Reputation: 2461
It's possible to convert the XML to UTF-8 encoding in Delphi 6?
Currently that's what I am doing:
WideStringVariable = AnsiToUtf8(Doc.XML.Text);
WideStringVariable
to file using TFileStream
and Adding BOM for UTF8
at the file beggining.CODE:
Procedure SaveAsUTF8( const Name:String; Data: TStrings );
const
cUTF8 = $BFBBEF;
var
W_TXT: WideString;
fs: TFileStream;
wBOM: Integer;
begin
if TRIM(Data.Text) <> '' then begin
W_TXT:= AnsiToUTF8(Data.Text);
fs:= Tfilestream.create( Name, fmCreate );
try
wBOM := cUTF8;
fs.WriteBUffer( wBOM, sizeof(wBOM)-1);
fs.WriteBuffer( W_TXT[1], Length(W_TXT)*Sizeof( W_TXT[1] ));
finally
fs.free
end;
end;
end;
If I open the file in Notepad++ or another editor that detects encoding, it shows me UTF-8 with BOM. However, it seems like the text it's not properly encoded.

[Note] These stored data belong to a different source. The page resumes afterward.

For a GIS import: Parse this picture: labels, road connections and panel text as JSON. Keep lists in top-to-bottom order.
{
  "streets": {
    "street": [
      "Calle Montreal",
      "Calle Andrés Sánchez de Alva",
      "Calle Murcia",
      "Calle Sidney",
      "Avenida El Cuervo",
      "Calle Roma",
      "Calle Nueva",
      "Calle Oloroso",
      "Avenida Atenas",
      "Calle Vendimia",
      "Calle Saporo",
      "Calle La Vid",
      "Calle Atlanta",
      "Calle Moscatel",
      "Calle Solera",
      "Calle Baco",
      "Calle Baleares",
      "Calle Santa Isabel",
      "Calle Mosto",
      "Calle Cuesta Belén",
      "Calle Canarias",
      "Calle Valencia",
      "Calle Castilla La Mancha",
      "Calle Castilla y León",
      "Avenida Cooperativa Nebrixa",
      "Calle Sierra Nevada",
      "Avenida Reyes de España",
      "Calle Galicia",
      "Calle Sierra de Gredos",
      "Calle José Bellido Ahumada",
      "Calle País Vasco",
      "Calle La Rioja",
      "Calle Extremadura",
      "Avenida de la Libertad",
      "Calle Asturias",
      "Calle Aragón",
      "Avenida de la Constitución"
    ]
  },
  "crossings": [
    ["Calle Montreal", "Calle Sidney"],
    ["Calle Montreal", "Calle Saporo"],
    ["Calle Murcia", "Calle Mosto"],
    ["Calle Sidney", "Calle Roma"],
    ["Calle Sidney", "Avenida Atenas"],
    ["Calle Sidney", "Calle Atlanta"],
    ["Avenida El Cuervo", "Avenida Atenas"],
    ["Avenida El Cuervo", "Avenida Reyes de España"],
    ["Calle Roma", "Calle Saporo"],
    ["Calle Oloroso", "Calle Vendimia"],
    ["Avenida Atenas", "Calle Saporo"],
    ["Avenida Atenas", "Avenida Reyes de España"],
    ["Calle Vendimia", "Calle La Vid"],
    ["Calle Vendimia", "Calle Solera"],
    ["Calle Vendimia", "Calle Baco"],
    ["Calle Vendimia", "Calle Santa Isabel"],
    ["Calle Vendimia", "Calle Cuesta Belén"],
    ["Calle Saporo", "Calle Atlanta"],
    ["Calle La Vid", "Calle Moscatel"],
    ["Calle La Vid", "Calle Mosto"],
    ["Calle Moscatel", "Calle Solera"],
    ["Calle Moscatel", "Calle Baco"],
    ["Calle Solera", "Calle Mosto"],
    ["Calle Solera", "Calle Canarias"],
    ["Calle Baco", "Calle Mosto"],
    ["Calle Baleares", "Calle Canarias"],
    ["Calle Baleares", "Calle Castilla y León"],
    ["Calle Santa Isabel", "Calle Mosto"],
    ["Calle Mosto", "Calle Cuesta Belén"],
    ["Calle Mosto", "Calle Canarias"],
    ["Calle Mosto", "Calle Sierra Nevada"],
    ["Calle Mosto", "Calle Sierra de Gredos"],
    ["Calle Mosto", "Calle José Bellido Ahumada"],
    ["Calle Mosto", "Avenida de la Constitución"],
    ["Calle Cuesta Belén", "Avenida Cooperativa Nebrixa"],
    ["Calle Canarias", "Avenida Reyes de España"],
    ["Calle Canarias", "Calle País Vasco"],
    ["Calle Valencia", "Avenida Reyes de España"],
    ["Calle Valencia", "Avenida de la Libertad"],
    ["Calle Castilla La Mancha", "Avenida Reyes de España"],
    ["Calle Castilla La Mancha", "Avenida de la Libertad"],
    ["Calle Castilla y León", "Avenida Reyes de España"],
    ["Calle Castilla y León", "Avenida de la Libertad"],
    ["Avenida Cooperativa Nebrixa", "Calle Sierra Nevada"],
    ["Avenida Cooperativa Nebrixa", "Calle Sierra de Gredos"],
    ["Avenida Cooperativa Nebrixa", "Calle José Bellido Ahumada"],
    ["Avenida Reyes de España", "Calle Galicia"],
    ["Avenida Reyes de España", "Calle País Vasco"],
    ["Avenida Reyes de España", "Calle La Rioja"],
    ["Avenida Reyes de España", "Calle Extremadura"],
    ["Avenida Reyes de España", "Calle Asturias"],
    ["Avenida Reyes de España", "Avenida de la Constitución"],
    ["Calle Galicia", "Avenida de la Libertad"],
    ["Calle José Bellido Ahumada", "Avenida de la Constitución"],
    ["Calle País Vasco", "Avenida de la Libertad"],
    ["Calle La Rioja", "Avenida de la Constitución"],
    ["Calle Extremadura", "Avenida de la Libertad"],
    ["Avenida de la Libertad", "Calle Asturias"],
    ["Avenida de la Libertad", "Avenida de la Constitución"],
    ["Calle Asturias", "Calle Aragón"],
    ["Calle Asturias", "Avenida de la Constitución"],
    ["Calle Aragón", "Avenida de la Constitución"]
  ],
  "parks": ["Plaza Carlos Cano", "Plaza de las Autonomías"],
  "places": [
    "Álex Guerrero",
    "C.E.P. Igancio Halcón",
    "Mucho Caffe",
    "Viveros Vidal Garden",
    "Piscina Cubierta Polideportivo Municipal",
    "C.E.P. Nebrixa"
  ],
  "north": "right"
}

What is wrong and how can I fix it?
UPDATE: XML Properties:
XMLDoc.Version := '1.0';
XMLDoc.Encoding := 'UTF-8';
XMLDoc.StandAlone := 'yes';
Upvotes: 1
Views: 13297
Reputation: 11
Another solution:
procedure SaveAsUTF8(const Name: string; Data: TStrings);
var
fs: TFileStream;
vStreamWriter: TStreamWriter;
begin
fs := TFileStream.Create(Name, fmCreate);
try
vStreamWriter := TStreamWriter.Create(fs, TEncoding.UTF8);
try
vStreamWriter.Write(Data.Text);
finally
vStreamWriter.Free;
end;
finally
fs.free;
end;
end;
Upvotes: 1
Reputation: 16045
You can save the file using standard SaveToFile
method over the TXMLDocument
variable: http://docs.embarcadero.com/products/rad_studio/delphiAndcpp2009/HelpUpdate2/EN/html/delphivclwin32/XMLDoc_TXMLDocument_SaveToFile.html
Whether the file would be or not UTF8 you have to check using local tools like aforementioned Notepad++ or Hex Editor or anything else.
If you insist of using intermediate string and file stream, you should use the proper variable. AnsiToUTF8
returns UTF8String
type and that is what to be used.
Compiling `WideStringVar := AnsiStringSource' would issue compiler warning and
It is a proper warning. Googling for "Delphi WideString" - or reading Delphi manuals on topic - shows that WideString
aka Microsoft OLE BSTR
keeps data in UTF-16 format. http://delphi.about.com/od/beginners/l/aa071800a.htm
Thus assignment UTF16 string <= 8-bit source
would necessarily convert data and thus dumping WideString
data can not be dumping UTF-8
text by the definition of WideString
Procedure SaveAsUTF8( const Name:String; Data: TStrings );
const
cUTF8: array [1..3] of byte = ($EF,$BB,$BF)
var
W_TXT: UTF8String;
fs: TFileStream;
Trimmed: AnsiString;
begin
Trimmed := TRIM(Data.Text);
if Trimmed <> '' then begin
W_TXT:= AnsiToUTF8(Trimmed);
fs:= TFileStream.Create( Name, fmCreate );
try
fs.WriteBuffer( cUTF8[1], sizeof(cUTF8) );
fs.WriteBuffer( W_TXT[1], Length(W_TXT)*Sizeof( W_TXT[1] ));
finally
fs.free
end;
end;
end;
BTW, this code of yours would not create even empty file if the source data was empty. It looks rather suspicious, though it is you to decide whether that is an error or not wrt the rest of your program.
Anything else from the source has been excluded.